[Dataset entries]
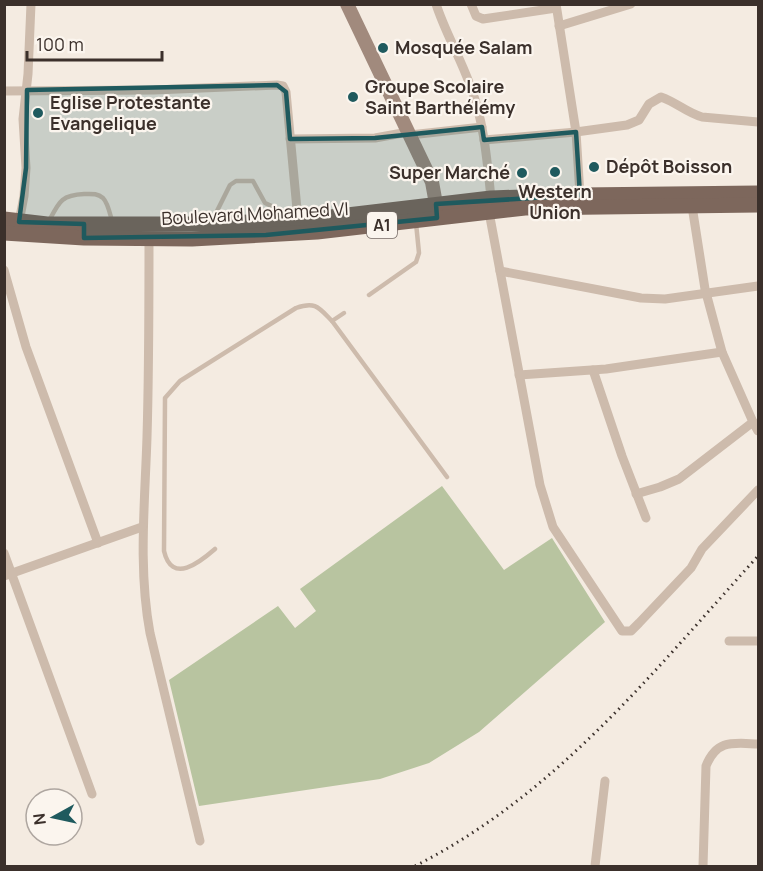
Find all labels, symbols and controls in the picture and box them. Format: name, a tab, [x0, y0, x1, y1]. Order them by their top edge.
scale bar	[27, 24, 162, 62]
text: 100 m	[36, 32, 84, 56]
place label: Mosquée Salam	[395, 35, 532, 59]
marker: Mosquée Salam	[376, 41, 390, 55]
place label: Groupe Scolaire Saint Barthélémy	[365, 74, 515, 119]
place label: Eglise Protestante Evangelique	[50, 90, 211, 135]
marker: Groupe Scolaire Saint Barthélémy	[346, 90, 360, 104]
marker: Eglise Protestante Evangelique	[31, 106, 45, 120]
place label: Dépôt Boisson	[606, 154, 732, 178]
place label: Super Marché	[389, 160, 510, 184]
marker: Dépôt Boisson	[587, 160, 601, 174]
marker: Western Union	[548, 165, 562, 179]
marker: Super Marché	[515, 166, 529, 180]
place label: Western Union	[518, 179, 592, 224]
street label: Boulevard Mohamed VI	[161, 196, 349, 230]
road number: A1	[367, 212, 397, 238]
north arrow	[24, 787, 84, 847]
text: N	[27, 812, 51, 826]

Work to complete – Repeat the records above verbatim, dropping the pictures.

Result of the task –
Find all labels, symbols and controls in the picture and box them. Format: name, a tab, [x0, y0, x1, y1]. Order them by their top edge.
scale bar	[27, 24, 162, 62]
text: 100 m	[36, 32, 84, 56]
place label: Mosquée Salam	[395, 35, 532, 59]
marker: Mosquée Salam	[376, 41, 390, 55]
place label: Groupe Scolaire Saint Barthélémy	[365, 74, 515, 119]
place label: Eglise Protestante Evangelique	[50, 90, 211, 135]
marker: Groupe Scolaire Saint Barthélémy	[346, 90, 360, 104]
marker: Eglise Protestante Evangelique	[31, 106, 45, 120]
place label: Dépôt Boisson	[606, 154, 732, 178]
place label: Super Marché	[389, 160, 510, 184]
marker: Dépôt Boisson	[587, 160, 601, 174]
marker: Western Union	[548, 165, 562, 179]
marker: Super Marché	[515, 166, 529, 180]
place label: Western Union	[518, 179, 592, 224]
street label: Boulevard Mohamed VI	[161, 196, 349, 230]
road number: A1	[367, 212, 397, 238]
north arrow	[24, 787, 84, 847]
text: N	[27, 812, 51, 826]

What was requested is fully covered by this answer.